For the records below, output each line exactly as it appears, from the first through the line with "Where are all".

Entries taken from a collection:
== Segment start ==
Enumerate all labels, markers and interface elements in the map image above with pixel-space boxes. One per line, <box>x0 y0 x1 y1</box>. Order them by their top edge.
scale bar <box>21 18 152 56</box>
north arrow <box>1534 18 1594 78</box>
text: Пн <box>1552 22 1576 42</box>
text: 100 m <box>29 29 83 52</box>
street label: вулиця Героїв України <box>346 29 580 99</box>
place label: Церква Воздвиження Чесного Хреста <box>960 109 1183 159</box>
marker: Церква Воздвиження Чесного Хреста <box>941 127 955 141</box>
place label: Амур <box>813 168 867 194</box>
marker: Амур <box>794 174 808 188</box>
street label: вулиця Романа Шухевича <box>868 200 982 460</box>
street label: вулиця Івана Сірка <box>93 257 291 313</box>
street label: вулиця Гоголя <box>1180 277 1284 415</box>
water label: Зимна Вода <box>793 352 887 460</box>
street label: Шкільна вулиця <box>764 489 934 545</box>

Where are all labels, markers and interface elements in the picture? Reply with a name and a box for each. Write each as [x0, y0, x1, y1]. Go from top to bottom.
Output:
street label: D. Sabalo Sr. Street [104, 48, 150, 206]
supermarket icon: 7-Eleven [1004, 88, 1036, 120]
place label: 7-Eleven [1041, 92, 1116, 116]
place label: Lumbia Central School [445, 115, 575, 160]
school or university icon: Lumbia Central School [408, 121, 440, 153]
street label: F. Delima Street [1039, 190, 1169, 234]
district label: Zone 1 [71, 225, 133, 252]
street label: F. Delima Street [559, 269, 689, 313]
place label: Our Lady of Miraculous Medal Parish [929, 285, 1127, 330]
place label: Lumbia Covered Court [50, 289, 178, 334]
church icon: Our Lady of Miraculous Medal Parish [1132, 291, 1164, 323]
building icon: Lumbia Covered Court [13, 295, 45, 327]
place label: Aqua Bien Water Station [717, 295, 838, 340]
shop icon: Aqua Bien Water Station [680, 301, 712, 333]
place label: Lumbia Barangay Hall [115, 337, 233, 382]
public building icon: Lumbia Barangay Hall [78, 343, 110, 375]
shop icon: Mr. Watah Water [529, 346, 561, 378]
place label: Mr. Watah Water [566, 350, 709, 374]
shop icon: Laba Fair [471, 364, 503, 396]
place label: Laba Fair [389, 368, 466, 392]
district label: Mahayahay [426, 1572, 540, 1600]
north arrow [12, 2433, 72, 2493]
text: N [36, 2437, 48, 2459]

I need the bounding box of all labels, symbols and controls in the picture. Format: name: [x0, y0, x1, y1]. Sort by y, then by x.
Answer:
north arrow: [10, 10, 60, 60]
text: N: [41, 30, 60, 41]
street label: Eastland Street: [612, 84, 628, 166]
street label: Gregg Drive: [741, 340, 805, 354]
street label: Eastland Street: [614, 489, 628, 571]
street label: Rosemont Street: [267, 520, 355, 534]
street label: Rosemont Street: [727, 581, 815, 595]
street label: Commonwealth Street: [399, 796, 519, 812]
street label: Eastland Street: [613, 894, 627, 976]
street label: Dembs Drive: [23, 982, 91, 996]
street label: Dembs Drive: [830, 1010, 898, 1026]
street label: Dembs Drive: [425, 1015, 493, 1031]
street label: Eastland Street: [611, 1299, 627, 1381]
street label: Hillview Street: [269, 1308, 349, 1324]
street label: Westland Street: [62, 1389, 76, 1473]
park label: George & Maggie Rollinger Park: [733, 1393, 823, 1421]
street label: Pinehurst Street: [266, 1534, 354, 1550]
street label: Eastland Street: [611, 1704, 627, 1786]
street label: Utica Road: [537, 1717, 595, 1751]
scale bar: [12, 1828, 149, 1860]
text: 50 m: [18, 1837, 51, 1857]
== Segment end ==
ANSWER AREA:
Enumerate all labels, markers and interface elements in the map image above with pixel-space boxes. One per line, <box>x0 y0 x1 y1</box>. Order them by their top edge.
scale bar <box>21 18 152 56</box>
north arrow <box>1534 18 1594 78</box>
text: Пн <box>1552 22 1576 42</box>
text: 100 m <box>29 29 83 52</box>
street label: вулиця Героїв України <box>346 29 580 99</box>
place label: Церква Воздвиження Чесного Хреста <box>960 109 1183 159</box>
marker: Церква Воздвиження Чесного Хреста <box>941 127 955 141</box>
place label: Амур <box>813 168 867 194</box>
marker: Амур <box>794 174 808 188</box>
street label: вулиця Романа Шухевича <box>868 200 982 460</box>
street label: вулиця Івана Сірка <box>93 257 291 313</box>
street label: вулиця Гоголя <box>1180 277 1284 415</box>
water label: Зимна Вода <box>793 352 887 460</box>
street label: Шкільна вулиця <box>764 489 934 545</box>

Where are all labels, markers and interface elements in the picture? Reply with a name and a box for each. Write each as [x0, y0, x1, y1]. Go from top to bottom.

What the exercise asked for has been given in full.